Segment Start: Material for this task

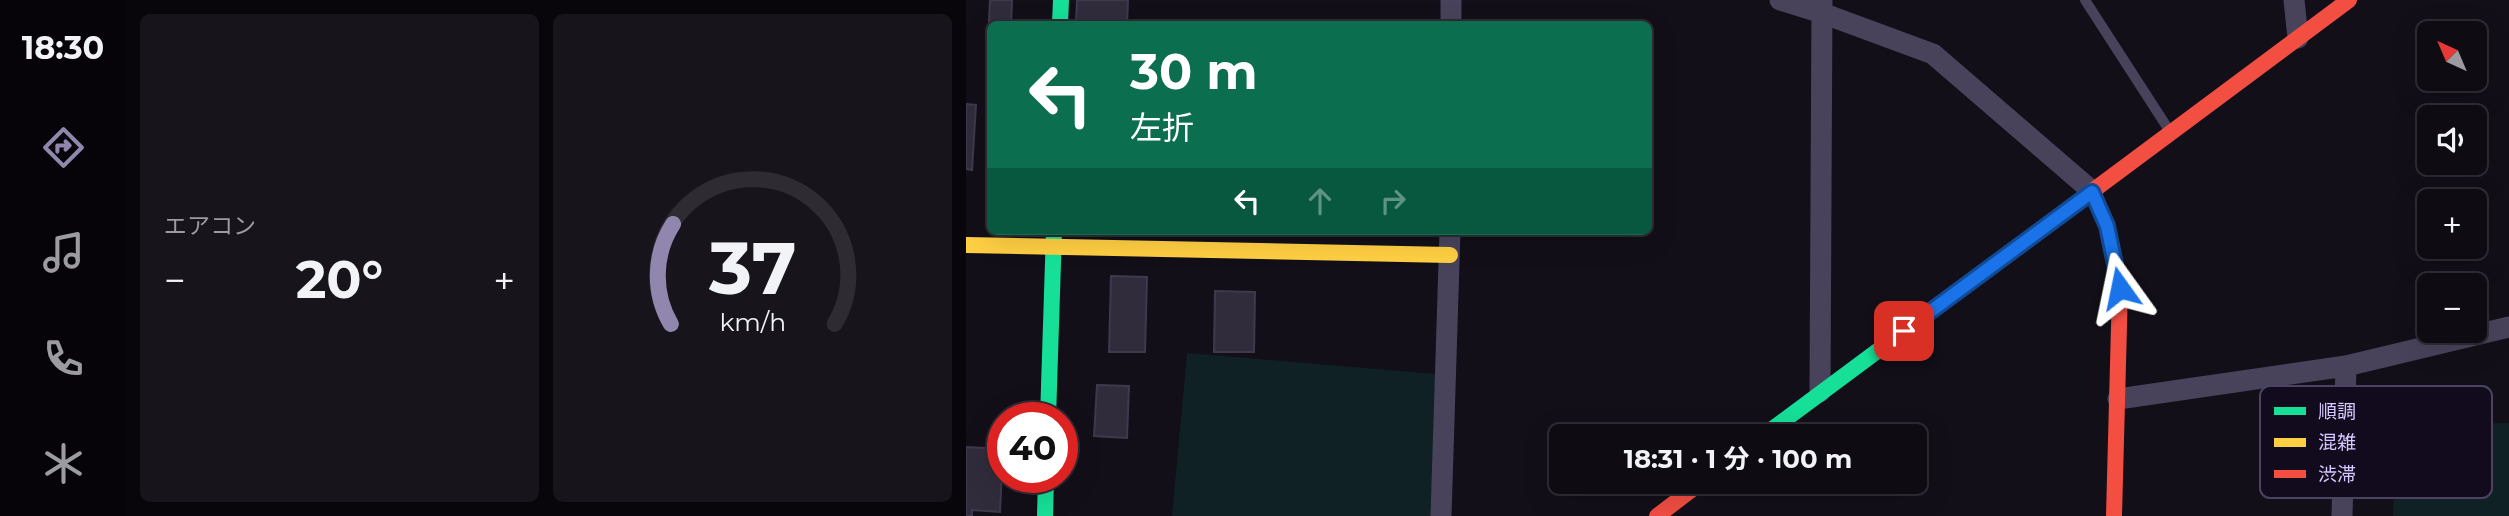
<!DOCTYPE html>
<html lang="ja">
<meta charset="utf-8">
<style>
:root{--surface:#0e0b13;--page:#17141c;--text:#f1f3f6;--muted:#9b9ba0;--line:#2e2b33;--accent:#9187ae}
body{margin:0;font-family:Montserrat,"Noto Sans JP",sans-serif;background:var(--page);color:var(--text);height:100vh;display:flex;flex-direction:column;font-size:26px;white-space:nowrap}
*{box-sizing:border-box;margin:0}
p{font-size:23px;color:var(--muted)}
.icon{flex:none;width:38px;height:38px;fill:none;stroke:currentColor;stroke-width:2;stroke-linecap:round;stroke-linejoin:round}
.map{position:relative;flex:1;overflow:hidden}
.details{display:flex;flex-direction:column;gap:14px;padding:14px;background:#08060a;width:840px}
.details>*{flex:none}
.hud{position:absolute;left:21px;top:21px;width:665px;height:214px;border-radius:10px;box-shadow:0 7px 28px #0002,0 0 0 2px var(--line);background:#0b6e4f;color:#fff;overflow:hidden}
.needle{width:46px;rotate:316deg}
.fabs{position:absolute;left:1451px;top:21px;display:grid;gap:14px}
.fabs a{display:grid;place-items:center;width:70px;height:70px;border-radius:10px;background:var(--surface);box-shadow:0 7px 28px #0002,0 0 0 2px var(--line);font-size:35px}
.speed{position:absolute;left:21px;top:402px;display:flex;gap:14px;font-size:35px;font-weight:700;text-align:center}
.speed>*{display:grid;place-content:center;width:91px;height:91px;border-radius:50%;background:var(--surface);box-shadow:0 7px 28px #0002,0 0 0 2px var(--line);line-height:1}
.speed .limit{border:10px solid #d22;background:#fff;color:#111}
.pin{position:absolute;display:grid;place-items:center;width:60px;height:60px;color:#fff;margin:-30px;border-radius:14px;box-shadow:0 4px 10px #0006}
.me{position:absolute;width:77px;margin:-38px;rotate:348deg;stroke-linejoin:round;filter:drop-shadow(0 0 5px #0008)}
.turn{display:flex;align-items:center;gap:24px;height:147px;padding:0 28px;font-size:32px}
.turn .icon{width:91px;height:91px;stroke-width:2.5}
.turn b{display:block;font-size:49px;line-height:60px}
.lanes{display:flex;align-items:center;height:66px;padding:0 28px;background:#0003;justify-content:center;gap:35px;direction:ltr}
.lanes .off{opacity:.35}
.big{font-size:52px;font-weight:700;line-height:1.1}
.details .widget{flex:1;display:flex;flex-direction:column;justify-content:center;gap:10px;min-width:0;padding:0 24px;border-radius:10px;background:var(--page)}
.details .dial{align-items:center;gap:0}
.dial svg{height:182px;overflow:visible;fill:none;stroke:var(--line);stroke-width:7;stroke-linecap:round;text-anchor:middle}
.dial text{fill:var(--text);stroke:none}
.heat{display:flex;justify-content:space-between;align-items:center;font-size:38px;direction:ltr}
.details .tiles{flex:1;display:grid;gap:14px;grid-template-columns:repeat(2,1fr)}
.trip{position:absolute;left:583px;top:424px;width:378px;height:70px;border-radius:10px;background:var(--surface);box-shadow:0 7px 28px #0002,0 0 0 2px var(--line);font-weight:700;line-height:70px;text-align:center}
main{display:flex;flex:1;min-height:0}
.tabs{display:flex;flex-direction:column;width:126px;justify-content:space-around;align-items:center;background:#060408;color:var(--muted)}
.tabs .icon{width:49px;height:49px}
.tabs .on{color:var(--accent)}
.tabs b{font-size:32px;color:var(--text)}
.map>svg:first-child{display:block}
.green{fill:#0f2124}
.building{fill:#312c3c;stroke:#40394e;stroke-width:2}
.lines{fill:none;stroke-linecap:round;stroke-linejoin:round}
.lane{stroke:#48435a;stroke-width:10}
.street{stroke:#48435a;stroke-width:21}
.fast{stroke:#16e098;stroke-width:16}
.slow{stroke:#ffcf43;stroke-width:16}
.jam{stroke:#f24e42;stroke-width:16}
.route-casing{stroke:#114b97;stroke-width:18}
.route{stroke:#1a73e8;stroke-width:12}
.key{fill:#110b1d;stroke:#4c4361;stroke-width:2}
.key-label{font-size:19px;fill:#d6c7ff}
</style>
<main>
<nav class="tabs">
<b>18:30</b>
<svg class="icon on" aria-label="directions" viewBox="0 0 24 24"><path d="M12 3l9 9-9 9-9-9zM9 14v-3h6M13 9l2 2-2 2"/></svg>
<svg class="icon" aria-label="music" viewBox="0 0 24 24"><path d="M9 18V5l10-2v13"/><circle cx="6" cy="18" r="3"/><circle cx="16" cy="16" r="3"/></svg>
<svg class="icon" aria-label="phone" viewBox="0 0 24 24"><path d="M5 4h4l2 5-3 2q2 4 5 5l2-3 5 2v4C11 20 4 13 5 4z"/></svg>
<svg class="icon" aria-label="climate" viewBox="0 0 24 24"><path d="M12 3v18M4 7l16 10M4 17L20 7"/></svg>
</nav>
<section class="details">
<div class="tiles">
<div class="widget"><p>エアコン</p>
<div class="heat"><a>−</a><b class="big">20°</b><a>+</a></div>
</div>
<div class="widget dial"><svg viewBox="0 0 100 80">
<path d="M14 69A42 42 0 1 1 86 69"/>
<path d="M14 69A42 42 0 0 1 15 25" stroke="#9187ae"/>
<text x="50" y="56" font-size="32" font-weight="700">37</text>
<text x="50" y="72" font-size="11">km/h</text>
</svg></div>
</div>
</section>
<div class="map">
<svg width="1543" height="516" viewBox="0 0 1543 516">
<rect width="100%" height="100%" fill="#120f19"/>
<!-- green -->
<path class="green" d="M221,353L470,374L466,516H206Z
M1543,423V516H1427L1430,440L1448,425Z"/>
<!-- building -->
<path class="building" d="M24,0H46L45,24H24V63H21Z
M111,0H162L161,24L110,23Z
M0,104L10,105L6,170L0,169Z
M145,276L181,277L179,352H143Z
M249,291L289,292L288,352H248Z
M131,385L163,386L161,438L128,436Z
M0,447L37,449L34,512L6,510V516H0Z"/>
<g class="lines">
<!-- lane -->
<path class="lane" d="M1119,0L1203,130"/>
<!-- street -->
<path class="street" d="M814,0L856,13L967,54L1127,192
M1328,0L1332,38
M485,24V0
M854,392L856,0
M1152,399L1380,366L1543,327
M475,516L484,231
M1376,516L1380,366"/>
<!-- fast -->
<path class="fast" d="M94,24L95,0
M82,418L88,231
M797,436L1054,245
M79,516L80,478"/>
<!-- slow -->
<path class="slow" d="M0,245L484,255"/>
<!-- jam -->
<path class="jam" d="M1127,192L1141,226L1154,288L1148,516
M1054,245L1383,0
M691,516L737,481"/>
</g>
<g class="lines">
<defs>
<path id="route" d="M938,331L1126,192L1141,226L1154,288"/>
</defs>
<!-- route casing -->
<use href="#route" class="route-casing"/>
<!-- route -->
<use href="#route" class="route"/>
</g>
<!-- legend -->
<rect x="1294" y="386" width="232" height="112" rx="10" class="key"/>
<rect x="1308" y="407" width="32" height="8" fill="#16e098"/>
<rect x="1308" y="438" width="32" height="9" fill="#ffcf43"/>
<rect x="1308" y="470" width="32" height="8" fill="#f24e42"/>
<g class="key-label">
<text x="1352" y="418">順調</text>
<text x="1352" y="449">混雑</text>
<text x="1352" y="481">渋滞</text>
</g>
</svg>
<div class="fabs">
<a><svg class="needle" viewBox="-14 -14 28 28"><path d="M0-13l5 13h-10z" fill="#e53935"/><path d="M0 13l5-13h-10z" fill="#9b9ba0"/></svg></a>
<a><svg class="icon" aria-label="sound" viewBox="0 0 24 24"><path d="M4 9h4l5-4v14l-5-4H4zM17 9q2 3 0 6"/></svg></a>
<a>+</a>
<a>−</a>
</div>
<div class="speed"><div class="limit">40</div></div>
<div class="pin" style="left:938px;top:331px;background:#d93025"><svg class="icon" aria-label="arrive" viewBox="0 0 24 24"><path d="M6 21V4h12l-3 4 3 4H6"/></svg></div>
<svg class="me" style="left:1154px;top:288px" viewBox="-20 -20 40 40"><path d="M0-17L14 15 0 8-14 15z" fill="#1a73e8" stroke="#fff" stroke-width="4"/></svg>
<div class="trip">18:31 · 1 分 · 100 m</div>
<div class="hud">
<div class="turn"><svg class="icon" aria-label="left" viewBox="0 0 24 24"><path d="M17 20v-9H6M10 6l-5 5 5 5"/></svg><div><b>30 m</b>左折</div></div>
<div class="lanes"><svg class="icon" aria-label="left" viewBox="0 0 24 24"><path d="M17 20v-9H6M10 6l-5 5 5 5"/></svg><svg class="icon off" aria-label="ahead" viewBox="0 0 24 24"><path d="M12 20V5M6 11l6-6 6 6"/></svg><svg class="icon off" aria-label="right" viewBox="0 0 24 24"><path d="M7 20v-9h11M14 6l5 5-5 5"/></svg></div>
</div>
</div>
</main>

Segment End: Material for this task

- **Task item**
Apply a filter for "hidden" to the entries and show each line that passes.

- **Answer to the exercise**
.map{position:relative;flex:1;overflow:hidden}
.hud{position:absolute;left:21px;top:21px;width:665px;height:214px;border-radius:10px;box-shadow:0 7px 28px #0002,0 0 0 2px var(--line);background:#0b6e4f;color:#fff;overflow:hidden}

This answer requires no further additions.